Sunday, July 6, 2008

Story time # 2

The camera blinked and then we were in Arizona, but not long enough for the desert to really penetrate, just long enough for a roadside stop near a man made stream. There was a sun bleached beer can nestled against the government issue fence with barbed wire, but not the kind that keeps prisoners away, just the kind that deters soft hearted tourists like my driver. She was behind me in her short shorts and I took one last look at those golden brown legs before stepping over the fence and into a whole new kind of freedom. I felt dangerous, like I was in a part of the country not meant for me and all I could do was take these deep breaths and inhale this world unfamiliar beyond the freeway noise at least six feet above my head.

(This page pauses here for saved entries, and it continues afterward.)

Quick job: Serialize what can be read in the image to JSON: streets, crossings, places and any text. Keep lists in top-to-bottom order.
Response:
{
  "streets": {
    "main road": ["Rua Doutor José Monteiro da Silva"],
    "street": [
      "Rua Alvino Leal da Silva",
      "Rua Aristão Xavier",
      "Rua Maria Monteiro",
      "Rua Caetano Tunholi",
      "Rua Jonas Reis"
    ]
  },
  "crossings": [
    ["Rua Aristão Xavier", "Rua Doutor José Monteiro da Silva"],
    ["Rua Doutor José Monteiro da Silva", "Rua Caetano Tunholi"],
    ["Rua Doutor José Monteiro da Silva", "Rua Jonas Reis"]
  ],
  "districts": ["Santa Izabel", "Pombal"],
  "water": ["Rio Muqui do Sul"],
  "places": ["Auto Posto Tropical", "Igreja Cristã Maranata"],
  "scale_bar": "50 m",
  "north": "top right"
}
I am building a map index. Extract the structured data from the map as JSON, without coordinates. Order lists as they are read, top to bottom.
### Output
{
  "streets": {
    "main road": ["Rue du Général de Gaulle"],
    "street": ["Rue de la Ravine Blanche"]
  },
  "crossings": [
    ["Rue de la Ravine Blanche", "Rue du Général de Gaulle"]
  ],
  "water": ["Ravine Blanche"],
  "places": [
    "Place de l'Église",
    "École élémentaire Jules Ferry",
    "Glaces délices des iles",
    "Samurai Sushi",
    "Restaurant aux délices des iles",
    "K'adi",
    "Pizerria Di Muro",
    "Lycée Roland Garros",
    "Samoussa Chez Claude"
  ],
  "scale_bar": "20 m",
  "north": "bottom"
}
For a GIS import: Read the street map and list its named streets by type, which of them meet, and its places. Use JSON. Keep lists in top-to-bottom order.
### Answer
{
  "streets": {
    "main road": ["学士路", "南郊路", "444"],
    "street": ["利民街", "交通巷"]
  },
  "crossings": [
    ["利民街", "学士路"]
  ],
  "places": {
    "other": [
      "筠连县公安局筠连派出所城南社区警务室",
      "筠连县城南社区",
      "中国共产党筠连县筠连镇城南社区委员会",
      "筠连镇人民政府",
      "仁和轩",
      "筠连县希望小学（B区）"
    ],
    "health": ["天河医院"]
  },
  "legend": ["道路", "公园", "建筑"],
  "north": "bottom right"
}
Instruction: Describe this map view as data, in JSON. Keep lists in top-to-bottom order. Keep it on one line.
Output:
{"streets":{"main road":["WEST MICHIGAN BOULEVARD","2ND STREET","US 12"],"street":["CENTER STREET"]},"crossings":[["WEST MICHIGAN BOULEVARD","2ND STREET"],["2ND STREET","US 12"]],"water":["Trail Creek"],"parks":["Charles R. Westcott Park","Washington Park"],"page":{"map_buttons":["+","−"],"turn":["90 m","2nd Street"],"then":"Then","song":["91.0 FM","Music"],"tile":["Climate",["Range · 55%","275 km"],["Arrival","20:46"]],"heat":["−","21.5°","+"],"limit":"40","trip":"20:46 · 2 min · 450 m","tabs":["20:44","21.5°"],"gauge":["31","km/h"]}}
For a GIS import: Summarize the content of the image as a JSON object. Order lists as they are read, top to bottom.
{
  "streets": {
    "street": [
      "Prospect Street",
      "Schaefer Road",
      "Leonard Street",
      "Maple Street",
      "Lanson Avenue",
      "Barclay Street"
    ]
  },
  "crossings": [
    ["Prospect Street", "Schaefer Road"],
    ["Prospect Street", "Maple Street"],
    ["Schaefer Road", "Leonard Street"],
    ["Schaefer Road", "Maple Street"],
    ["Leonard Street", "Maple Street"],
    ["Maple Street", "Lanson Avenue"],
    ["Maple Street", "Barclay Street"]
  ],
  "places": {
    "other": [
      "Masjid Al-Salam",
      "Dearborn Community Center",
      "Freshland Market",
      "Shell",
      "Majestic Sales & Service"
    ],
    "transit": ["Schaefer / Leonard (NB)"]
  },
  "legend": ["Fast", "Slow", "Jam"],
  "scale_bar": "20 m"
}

A truck rolled by and its roaring bull engine reverberates off the cliff side, but it charged back over my head, leaving only the dust of it's rumble. And she was shaking and shouting at me not to go too far and I'm thinking to myself that it must be some kind of motherly instinct, and then I started thinking about Freud, and all that shit I learned in college, and my librarian friend who once suggested I fuck an older woman just to live the fantasy of it, and I felt dirty. The air is a sour kind of free, one with the sickly sweet tinge of guilt like peering in on your parents making it, but finding it interesting.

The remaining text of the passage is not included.